Start of Input data
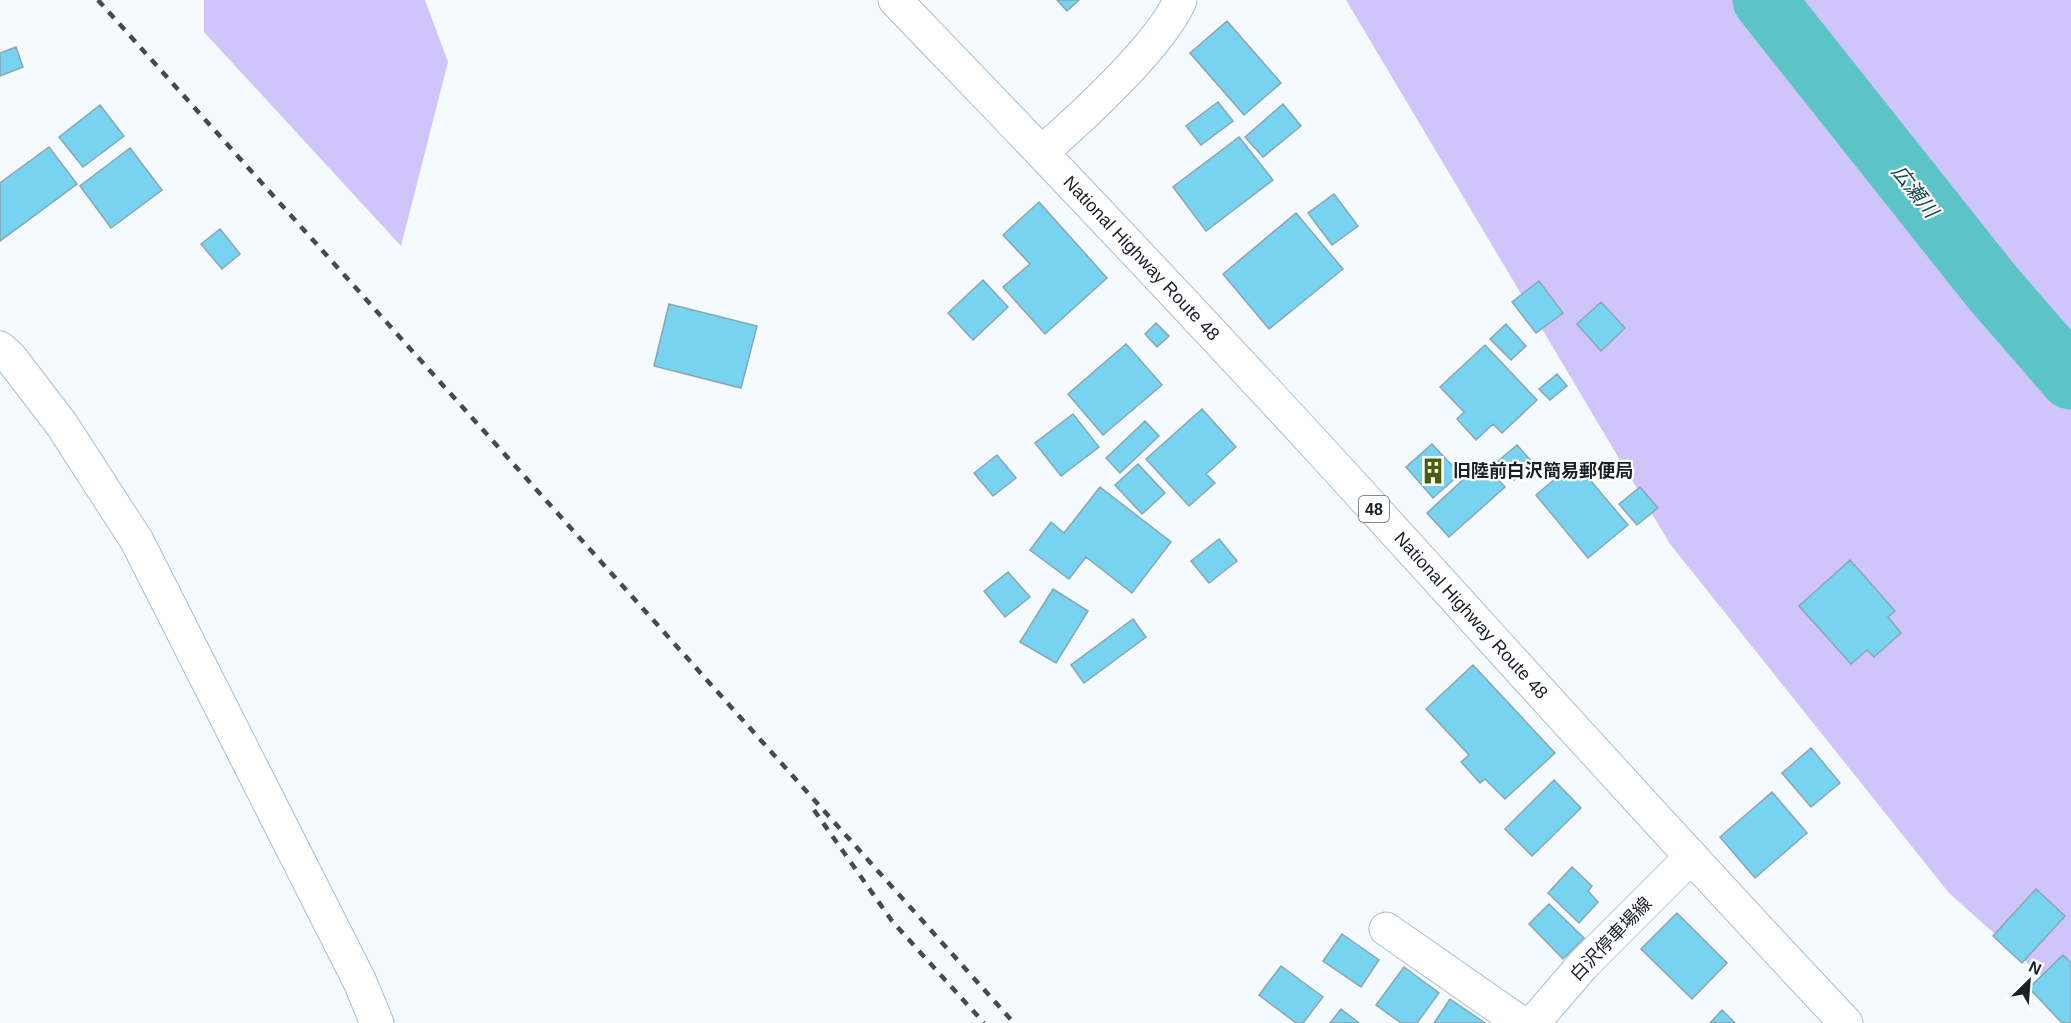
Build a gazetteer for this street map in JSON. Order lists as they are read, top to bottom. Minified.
{"streets":{"main road":["National Highway Route 48","48","白沢停車場線"]},"crossings":[["National Highway Route 48","白沢停車場線"]],"water":["広瀬川"],"places":{"building":["旧陸前白沢簡易郵便局"]},"north":"top right"}
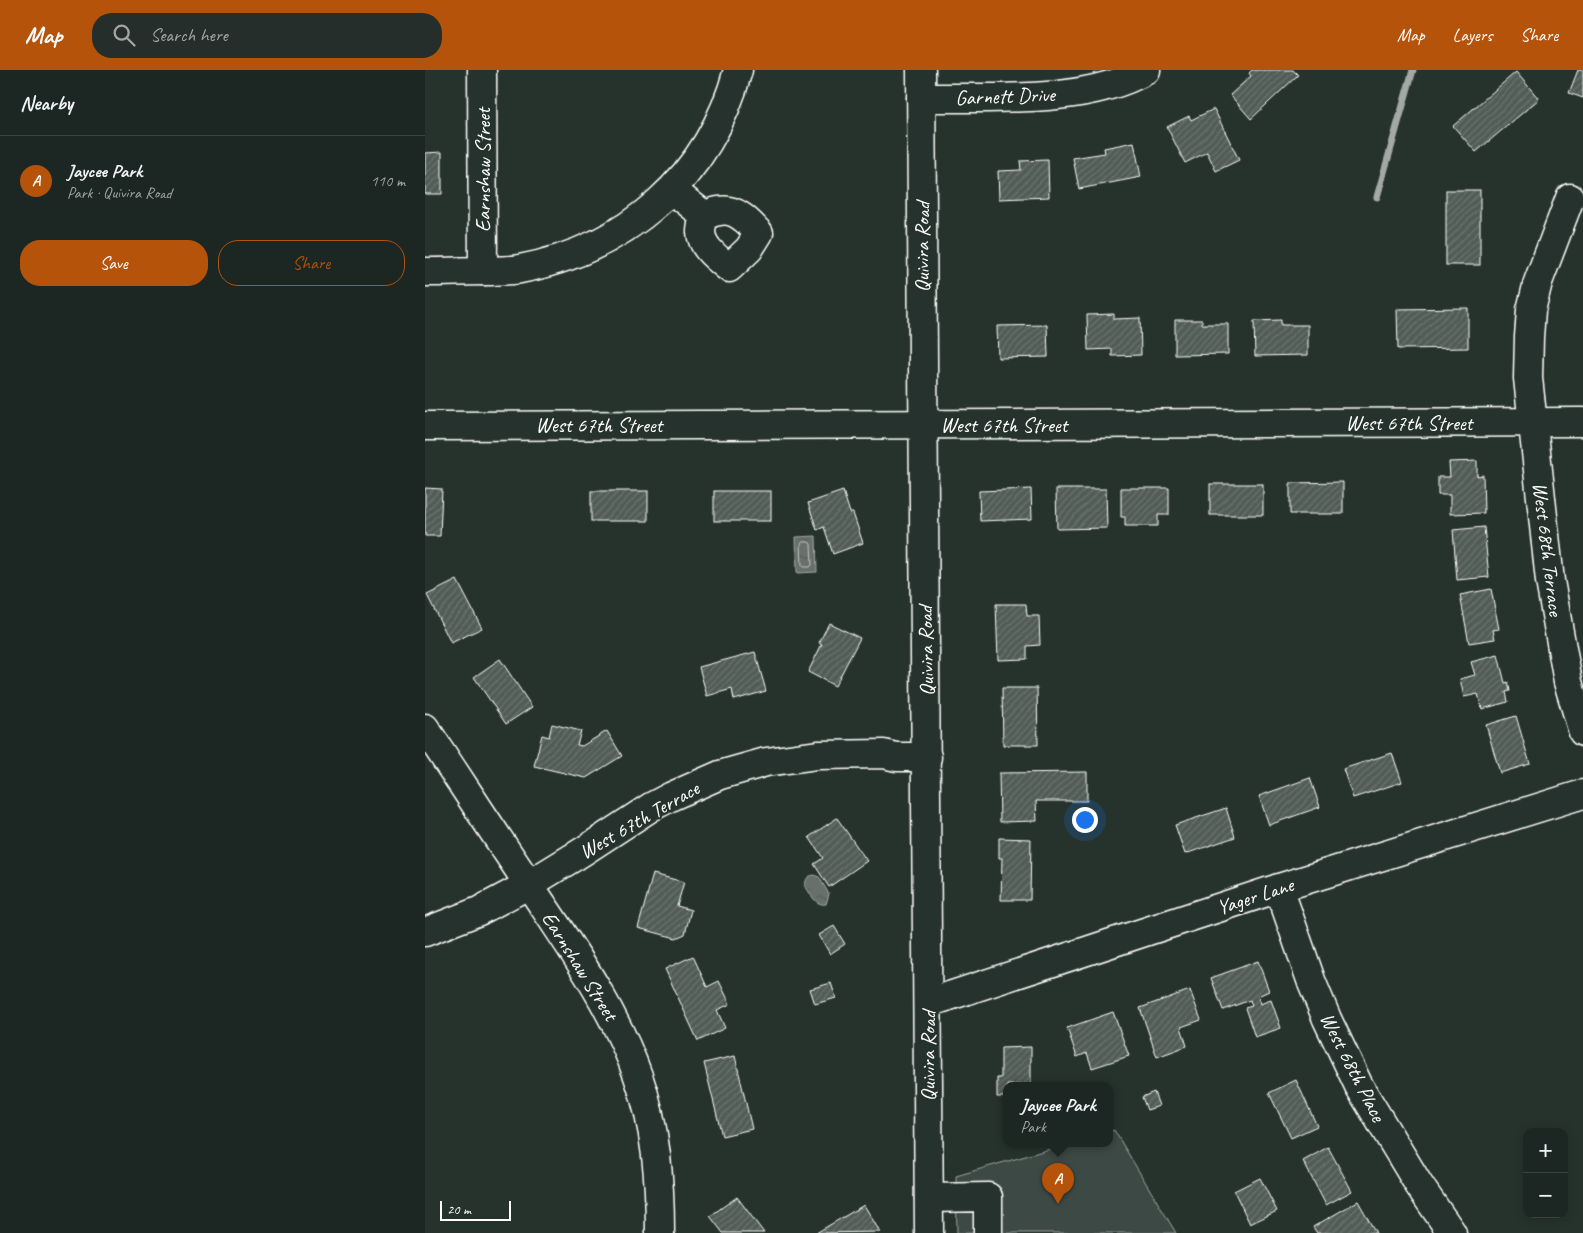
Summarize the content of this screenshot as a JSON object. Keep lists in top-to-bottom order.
{
  "streets": {
    "street": [
      "Garnett Drive",
      "Earnshaw Street",
      "Quivira Road",
      "West 67th Street",
      "West 68th Terrace",
      "West 67th Terrace",
      "Yager Lane",
      "West 68th Place"
    ]
  },
  "crossings": [
    ["Garnett Drive", "Quivira Road"],
    ["Earnshaw Street", "West 67th Terrace"],
    ["Quivira Road", "West 67th Street"],
    ["Quivira Road", "West 67th Terrace"],
    ["Quivira Road", "Yager Lane"],
    ["West 67th Street", "West 68th Terrace"],
    ["Yager Lane", "West 68th Place"]
  ],
  "scale_bar": "20 m",
  "page": {
    "header": "Map",
    "search": "Search here",
    "nav": ["Map", "Layers", "Share"],
    "heading": "Nearby",
    "list": [
      {
        "mark": "A",
        "name": "Jaycee Park",
        "note": "Park · Quivira Road",
        "value": "110 m"
      }
    ],
    "buttons": ["Save", "Share"],
    "popup": ["Jaycee Park", "Park"],
    "map_buttons": ["+", "−"],
    "pins": "A",
    "scale": "20 m"
  }
}
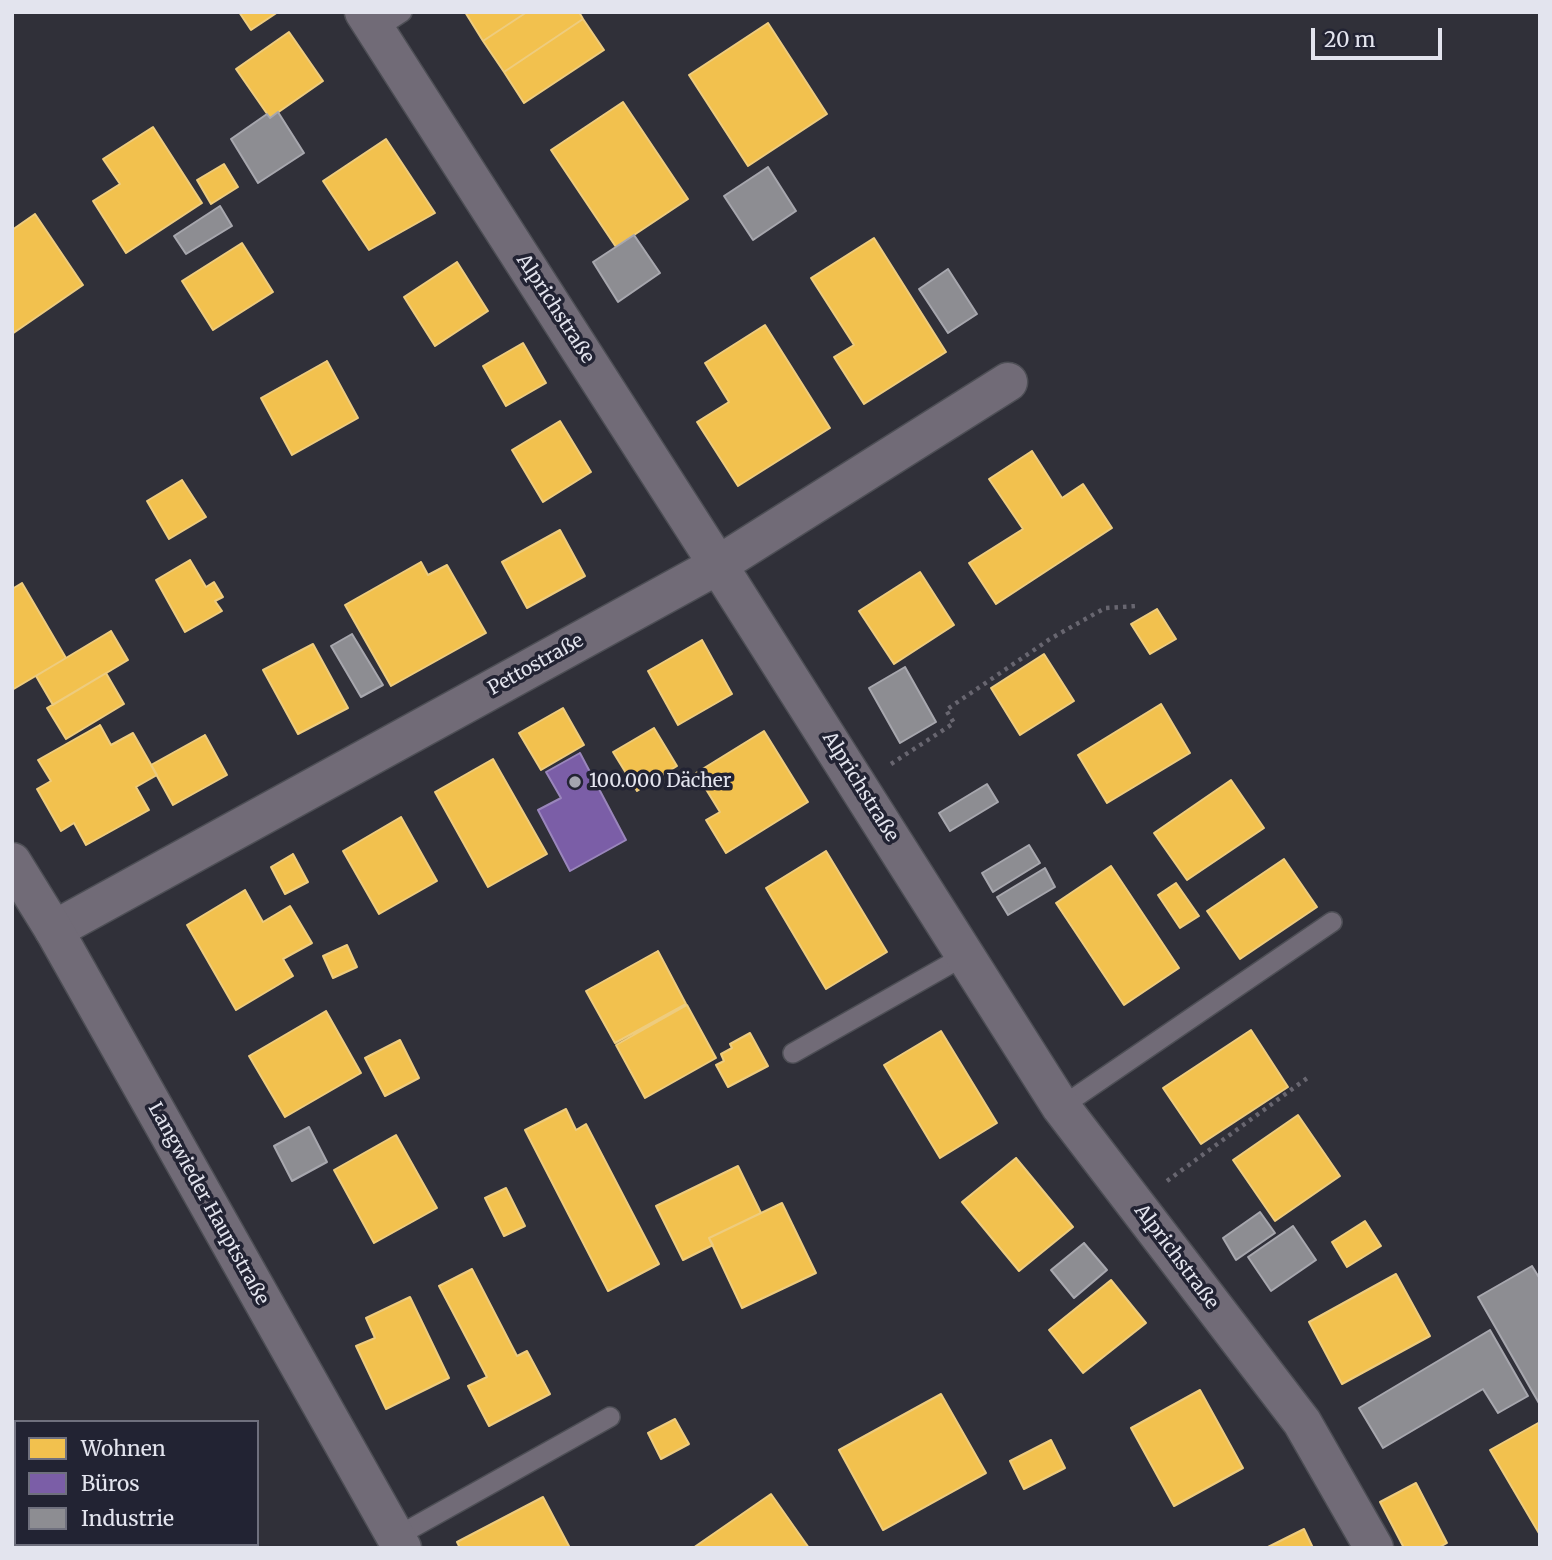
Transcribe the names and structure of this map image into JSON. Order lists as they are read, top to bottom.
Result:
{
  "streets": {
    "street": ["Alprichstraße", "Pettostraße", "Langwieder Hauptstraße"]
  },
  "crossings": [
    ["Alprichstraße", "Pettostraße"],
    ["Pettostraße", "Langwieder Hauptstraße"]
  ],
  "places": ["100.000 Dächer"],
  "legend": ["Wohnen", "Büros", "Industrie"],
  "scale_bar": "20 m"
}
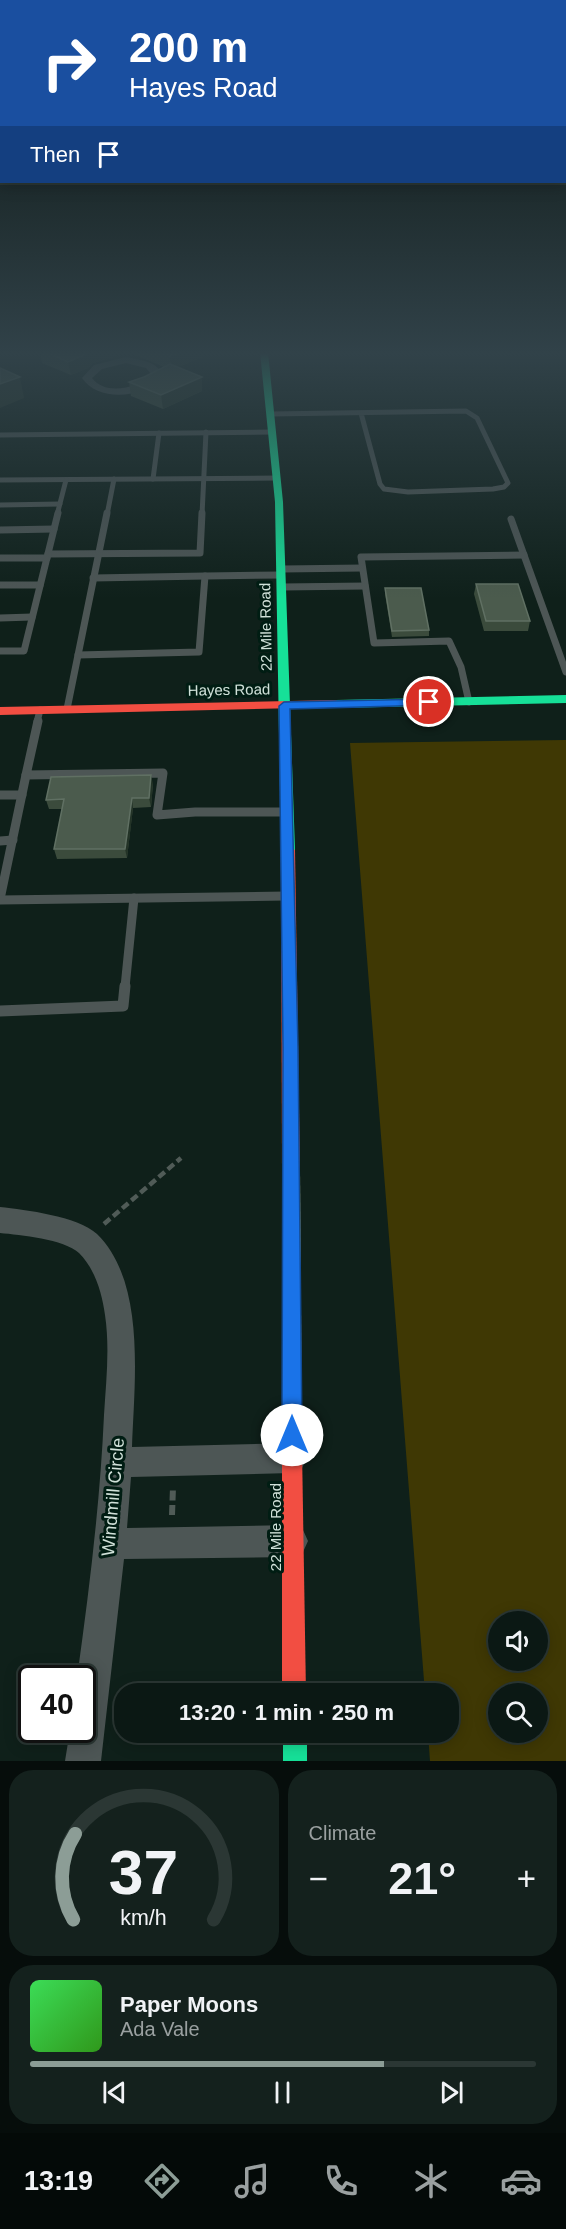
End of Input data
*What to work on:*
Without the pictures, transcribe exactly the lines above from the one containing "Transcribe the names" through the last.

*The completed task:*
Transcribe the names and structure of this map image into JSON. Order lists as they are read, top to bottom.
Result:
{
  "streets": {
    "street": ["Alprichstraße", "Pettostraße", "Langwieder Hauptstraße"]
  },
  "crossings": [
    ["Alprichstraße", "Pettostraße"],
    ["Pettostraße", "Langwieder Hauptstraße"]
  ],
  "places": ["100.000 Dächer"],
  "legend": ["Wohnen", "Büros", "Industrie"],
  "scale_bar": "20 m"
}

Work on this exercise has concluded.